WHAT NEEDS TO BE DONE: From the entries below, give the number of lines where the word "lineWidth" occurs, and nothing else.

[Saved entries]

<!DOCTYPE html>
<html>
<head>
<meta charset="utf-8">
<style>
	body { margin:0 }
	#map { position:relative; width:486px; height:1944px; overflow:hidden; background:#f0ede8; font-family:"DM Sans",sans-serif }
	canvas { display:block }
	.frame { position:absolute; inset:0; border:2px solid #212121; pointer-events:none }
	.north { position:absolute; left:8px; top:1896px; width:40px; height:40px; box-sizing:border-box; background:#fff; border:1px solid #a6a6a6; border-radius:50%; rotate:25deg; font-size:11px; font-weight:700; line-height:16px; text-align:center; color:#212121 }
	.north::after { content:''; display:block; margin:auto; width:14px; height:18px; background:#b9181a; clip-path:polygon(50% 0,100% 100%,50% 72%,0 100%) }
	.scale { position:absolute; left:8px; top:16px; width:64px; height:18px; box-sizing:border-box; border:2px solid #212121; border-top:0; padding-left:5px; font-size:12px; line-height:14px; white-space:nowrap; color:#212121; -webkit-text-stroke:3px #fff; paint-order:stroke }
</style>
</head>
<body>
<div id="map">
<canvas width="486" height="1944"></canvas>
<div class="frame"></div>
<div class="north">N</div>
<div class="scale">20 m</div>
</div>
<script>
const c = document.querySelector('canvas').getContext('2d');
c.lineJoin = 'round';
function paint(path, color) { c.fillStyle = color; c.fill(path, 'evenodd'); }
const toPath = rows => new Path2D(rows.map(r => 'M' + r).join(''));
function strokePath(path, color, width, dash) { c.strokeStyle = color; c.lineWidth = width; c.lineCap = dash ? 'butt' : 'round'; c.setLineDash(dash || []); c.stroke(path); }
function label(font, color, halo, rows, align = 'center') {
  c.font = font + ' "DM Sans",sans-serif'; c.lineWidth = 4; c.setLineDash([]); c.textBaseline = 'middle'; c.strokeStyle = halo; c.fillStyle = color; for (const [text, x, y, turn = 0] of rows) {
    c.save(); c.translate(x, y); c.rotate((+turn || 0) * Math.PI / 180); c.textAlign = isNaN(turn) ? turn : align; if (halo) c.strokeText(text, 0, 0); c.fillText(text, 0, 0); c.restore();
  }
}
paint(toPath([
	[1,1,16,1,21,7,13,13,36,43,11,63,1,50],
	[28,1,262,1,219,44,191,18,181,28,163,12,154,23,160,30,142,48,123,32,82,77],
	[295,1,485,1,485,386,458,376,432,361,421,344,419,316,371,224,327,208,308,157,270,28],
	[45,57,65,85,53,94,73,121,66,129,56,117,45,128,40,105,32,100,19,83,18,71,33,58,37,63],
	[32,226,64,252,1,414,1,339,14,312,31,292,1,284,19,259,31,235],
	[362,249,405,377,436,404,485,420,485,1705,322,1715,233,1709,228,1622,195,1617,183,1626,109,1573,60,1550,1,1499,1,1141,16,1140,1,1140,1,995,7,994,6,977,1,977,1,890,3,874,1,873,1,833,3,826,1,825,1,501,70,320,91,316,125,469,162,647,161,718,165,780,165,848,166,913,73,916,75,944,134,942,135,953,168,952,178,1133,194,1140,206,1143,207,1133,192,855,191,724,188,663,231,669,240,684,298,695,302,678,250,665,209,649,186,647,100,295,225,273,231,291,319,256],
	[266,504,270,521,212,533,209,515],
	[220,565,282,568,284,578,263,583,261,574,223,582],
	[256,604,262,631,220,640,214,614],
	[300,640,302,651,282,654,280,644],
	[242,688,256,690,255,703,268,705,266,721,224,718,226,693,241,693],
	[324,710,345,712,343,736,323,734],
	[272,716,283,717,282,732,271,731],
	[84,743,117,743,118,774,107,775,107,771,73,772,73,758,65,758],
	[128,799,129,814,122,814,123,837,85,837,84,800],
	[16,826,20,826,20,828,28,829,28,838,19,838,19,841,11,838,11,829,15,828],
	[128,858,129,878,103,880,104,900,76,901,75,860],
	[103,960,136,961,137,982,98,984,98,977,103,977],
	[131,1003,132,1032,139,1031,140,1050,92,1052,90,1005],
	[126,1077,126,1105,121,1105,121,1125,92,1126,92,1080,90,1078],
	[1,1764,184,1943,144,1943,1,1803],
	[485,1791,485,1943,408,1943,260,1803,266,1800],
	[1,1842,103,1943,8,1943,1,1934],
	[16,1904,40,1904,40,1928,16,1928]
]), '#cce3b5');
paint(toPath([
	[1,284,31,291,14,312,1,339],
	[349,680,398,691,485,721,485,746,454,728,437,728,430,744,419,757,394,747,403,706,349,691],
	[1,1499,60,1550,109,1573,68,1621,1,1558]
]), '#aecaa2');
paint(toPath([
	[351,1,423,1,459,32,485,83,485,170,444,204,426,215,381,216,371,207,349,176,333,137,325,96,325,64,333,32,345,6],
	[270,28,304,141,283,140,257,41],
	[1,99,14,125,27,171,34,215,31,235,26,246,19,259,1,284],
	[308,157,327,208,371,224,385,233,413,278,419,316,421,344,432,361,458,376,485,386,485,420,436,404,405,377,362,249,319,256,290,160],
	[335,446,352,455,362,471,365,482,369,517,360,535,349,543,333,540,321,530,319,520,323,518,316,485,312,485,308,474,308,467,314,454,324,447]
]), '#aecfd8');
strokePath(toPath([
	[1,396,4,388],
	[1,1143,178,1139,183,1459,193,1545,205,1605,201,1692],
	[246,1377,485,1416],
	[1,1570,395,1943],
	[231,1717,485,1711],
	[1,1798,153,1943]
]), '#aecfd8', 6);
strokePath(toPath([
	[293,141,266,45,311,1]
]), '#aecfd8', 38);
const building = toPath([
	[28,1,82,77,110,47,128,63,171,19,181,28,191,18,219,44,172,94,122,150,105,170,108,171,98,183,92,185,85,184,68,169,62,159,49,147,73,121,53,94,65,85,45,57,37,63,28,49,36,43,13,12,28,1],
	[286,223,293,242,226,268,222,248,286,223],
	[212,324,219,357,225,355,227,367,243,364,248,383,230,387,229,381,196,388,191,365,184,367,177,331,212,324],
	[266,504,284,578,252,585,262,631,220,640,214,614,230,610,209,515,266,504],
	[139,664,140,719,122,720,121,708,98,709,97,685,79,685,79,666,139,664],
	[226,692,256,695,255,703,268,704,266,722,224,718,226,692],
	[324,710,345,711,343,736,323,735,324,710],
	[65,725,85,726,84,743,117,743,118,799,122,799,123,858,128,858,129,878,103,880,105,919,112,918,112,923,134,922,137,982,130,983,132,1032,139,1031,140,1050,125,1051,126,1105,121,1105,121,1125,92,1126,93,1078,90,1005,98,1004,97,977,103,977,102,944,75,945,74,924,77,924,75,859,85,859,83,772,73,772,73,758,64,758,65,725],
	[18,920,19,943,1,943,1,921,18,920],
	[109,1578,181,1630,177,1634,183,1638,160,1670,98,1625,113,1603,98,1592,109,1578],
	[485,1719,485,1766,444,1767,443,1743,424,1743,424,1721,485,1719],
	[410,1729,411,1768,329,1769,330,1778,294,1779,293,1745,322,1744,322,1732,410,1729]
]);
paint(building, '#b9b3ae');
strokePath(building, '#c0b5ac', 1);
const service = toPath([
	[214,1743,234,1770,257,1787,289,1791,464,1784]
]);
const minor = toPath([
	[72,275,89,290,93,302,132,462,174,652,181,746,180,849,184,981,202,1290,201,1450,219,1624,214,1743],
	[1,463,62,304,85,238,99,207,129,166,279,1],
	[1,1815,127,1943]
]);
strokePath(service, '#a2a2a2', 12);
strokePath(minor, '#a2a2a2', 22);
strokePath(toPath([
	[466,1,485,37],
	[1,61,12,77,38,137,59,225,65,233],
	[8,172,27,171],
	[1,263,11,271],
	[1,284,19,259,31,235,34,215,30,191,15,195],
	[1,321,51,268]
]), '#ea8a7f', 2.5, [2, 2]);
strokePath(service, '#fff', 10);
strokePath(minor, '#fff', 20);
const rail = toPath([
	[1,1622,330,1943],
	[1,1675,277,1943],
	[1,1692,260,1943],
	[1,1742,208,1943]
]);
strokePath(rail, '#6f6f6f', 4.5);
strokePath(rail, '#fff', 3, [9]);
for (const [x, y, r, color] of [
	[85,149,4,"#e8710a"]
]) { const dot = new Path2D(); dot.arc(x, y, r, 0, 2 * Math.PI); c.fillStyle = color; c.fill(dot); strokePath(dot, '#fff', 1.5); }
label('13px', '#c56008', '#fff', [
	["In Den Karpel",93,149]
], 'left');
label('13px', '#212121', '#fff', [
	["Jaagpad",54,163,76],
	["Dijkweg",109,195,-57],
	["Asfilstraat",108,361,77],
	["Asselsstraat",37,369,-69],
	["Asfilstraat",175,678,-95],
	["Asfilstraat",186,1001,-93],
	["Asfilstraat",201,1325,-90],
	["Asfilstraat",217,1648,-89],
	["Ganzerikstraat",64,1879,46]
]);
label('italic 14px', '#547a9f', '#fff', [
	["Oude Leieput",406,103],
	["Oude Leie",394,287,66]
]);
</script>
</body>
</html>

EXPECTED ANSWER: 2